◆ What the exercise asks ◆
Find the line holding "display:block; font-size:28px; line-height:34px" in the entries below. Give it again exactly, along with every line after it up to and including the line holding "font-size:30px; font-weight:700; line-height:1.1".

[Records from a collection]
★ ★ ★ ★ ★ ★ ★
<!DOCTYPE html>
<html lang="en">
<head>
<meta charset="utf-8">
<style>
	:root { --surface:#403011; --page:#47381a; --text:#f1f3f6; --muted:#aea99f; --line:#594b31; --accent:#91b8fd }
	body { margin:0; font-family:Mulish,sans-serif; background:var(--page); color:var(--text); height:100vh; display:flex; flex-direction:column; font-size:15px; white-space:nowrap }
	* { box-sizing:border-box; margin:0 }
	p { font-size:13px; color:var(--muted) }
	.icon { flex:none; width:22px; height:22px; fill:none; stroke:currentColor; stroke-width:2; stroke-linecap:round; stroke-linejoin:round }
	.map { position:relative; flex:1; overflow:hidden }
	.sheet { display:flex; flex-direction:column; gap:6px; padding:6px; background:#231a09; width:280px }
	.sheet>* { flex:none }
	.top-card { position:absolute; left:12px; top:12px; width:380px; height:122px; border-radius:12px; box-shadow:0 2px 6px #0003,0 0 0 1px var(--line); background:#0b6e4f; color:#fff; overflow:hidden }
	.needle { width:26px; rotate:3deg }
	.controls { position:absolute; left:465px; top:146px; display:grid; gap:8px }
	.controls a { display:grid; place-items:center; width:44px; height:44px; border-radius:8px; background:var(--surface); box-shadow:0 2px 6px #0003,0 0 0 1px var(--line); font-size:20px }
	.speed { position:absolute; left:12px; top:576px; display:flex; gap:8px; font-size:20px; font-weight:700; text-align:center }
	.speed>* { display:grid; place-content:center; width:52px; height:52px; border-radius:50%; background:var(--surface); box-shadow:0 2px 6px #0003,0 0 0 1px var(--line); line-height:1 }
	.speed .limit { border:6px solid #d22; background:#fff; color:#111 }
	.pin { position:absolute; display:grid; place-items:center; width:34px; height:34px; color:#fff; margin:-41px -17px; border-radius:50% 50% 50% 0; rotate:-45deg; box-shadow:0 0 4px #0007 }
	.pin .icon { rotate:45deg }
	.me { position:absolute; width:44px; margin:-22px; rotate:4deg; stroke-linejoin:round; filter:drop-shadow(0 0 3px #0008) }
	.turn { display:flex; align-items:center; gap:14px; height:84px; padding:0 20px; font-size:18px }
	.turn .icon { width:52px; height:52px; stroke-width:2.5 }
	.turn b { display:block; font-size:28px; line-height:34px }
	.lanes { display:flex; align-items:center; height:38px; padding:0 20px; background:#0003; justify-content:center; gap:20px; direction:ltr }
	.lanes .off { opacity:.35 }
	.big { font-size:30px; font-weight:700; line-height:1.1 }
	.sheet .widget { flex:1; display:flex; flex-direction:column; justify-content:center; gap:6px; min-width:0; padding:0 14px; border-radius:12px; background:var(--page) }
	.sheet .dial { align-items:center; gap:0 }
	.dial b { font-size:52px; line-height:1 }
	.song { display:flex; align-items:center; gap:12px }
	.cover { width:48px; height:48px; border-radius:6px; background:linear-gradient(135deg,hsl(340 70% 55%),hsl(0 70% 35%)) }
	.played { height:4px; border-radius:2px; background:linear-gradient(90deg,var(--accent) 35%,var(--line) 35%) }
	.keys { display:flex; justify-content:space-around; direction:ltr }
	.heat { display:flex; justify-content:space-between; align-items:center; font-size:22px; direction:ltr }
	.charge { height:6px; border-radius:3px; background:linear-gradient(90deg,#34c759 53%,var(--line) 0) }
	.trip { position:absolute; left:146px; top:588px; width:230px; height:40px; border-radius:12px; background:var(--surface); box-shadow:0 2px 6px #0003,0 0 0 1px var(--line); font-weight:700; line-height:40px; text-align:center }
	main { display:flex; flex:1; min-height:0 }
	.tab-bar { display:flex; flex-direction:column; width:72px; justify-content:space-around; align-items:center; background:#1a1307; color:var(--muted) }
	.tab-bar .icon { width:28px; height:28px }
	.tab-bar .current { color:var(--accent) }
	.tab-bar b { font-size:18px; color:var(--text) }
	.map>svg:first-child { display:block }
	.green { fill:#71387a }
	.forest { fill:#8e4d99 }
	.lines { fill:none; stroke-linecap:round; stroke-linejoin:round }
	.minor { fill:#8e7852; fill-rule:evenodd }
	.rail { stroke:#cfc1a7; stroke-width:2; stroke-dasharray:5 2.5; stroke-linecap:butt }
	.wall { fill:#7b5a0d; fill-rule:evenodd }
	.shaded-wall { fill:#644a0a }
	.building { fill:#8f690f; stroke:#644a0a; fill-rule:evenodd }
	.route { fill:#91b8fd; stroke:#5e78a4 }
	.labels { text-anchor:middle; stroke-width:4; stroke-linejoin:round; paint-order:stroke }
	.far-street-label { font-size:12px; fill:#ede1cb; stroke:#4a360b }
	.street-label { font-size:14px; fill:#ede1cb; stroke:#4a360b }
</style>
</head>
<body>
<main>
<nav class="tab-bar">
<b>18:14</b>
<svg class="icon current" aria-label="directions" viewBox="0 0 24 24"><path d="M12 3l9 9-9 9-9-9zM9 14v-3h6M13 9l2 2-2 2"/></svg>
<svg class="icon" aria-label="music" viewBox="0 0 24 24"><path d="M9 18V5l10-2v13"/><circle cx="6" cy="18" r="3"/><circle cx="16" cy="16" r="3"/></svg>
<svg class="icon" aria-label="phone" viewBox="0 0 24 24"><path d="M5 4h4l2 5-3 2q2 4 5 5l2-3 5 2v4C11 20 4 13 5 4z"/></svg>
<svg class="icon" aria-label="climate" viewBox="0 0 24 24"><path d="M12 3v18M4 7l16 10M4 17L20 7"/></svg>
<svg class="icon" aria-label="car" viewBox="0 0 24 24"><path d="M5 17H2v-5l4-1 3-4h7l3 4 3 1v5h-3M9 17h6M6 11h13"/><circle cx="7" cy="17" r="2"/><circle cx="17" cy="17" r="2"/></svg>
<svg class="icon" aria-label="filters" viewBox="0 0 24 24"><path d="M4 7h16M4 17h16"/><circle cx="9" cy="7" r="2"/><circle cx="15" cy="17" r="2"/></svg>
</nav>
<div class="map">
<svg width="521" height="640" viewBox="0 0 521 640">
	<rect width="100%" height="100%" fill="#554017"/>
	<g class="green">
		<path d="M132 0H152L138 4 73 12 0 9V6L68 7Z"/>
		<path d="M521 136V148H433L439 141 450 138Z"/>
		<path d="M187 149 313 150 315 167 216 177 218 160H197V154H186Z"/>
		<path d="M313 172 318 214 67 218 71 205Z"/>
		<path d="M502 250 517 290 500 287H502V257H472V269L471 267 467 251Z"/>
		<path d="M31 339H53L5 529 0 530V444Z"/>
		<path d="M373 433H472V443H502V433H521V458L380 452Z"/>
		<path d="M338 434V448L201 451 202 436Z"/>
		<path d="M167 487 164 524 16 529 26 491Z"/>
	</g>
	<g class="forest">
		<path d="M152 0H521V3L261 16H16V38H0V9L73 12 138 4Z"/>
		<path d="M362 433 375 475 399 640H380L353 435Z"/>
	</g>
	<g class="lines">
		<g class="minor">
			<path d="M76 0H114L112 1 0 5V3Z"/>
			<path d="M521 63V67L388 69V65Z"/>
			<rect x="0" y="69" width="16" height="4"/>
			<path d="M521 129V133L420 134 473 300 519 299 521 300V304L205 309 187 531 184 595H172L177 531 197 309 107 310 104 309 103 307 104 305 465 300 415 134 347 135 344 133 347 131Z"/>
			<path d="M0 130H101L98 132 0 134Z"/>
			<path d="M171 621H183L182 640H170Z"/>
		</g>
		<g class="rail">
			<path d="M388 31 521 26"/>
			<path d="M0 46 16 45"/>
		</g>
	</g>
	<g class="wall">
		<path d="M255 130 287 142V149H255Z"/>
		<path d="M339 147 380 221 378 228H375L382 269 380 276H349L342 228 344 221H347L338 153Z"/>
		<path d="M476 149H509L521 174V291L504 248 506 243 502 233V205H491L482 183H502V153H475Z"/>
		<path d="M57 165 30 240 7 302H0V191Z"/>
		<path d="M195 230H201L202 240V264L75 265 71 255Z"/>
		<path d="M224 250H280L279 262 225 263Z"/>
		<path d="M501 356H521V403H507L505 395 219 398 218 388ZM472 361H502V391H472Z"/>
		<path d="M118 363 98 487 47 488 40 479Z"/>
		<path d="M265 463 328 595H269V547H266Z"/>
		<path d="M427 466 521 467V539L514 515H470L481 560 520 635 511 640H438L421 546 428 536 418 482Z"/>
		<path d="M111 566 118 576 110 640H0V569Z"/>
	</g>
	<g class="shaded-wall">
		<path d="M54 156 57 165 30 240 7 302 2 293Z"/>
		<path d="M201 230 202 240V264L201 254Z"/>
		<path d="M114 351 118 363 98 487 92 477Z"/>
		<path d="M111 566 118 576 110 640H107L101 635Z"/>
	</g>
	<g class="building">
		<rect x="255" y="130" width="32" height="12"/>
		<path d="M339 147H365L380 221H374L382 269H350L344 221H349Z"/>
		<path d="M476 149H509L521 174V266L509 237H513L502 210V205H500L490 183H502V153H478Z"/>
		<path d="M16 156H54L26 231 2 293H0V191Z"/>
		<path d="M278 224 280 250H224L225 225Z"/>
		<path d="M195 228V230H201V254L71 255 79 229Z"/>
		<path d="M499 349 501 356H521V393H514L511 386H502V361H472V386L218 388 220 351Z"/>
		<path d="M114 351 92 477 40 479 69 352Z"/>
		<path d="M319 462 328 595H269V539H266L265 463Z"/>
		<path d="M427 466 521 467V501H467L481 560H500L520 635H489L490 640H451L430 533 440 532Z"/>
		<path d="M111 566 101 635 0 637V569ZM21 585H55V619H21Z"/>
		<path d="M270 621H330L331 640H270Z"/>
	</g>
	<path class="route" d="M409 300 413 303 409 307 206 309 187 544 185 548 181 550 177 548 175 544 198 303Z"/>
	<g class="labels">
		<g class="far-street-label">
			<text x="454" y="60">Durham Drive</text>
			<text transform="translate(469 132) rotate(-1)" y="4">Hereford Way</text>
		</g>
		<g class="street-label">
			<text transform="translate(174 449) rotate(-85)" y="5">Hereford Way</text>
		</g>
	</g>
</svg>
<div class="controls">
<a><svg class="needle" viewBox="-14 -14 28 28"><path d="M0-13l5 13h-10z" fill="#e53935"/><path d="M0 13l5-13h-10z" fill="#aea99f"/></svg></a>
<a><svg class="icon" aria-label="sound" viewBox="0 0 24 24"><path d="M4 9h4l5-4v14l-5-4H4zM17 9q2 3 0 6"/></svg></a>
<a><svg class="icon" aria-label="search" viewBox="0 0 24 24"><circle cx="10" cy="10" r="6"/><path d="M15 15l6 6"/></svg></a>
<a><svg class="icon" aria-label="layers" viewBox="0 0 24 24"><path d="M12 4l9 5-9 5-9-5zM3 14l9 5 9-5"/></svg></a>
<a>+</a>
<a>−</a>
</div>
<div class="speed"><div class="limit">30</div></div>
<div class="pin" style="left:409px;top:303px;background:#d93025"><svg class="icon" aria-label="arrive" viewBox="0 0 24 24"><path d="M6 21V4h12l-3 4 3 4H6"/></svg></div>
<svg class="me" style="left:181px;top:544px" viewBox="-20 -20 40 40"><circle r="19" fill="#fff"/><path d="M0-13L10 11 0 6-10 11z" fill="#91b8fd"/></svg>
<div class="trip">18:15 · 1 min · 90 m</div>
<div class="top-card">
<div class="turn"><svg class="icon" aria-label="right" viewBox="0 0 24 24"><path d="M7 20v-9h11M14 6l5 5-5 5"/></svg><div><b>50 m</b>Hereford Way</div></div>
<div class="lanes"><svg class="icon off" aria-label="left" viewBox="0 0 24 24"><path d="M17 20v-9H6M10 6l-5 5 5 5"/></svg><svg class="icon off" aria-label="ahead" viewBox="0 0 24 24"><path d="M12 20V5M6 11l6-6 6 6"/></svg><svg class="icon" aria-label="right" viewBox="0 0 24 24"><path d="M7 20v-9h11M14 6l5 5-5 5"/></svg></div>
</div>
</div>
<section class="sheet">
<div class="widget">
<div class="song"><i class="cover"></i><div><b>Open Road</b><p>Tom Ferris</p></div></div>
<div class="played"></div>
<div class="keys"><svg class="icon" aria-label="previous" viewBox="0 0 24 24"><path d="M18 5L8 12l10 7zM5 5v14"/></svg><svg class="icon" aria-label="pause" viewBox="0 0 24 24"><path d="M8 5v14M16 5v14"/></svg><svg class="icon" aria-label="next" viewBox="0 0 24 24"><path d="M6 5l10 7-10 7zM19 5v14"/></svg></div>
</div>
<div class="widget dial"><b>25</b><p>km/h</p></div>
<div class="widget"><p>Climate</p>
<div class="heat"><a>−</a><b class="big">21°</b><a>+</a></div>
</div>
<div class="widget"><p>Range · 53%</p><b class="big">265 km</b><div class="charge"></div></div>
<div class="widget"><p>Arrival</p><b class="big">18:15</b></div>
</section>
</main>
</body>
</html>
★ ★ ★ ★ ★ ★ ★
◆ Exercise output ◆
	.turn b { display:block; font-size:28px; line-height:34px }
	.lanes { display:flex; align-items:center; height:38px; padding:0 20px; background:#0003; justify-content:center; gap:20px; direction:ltr }
	.lanes .off { opacity:.35 }
	.big { font-size:30px; font-weight:700; line-height:1.1 }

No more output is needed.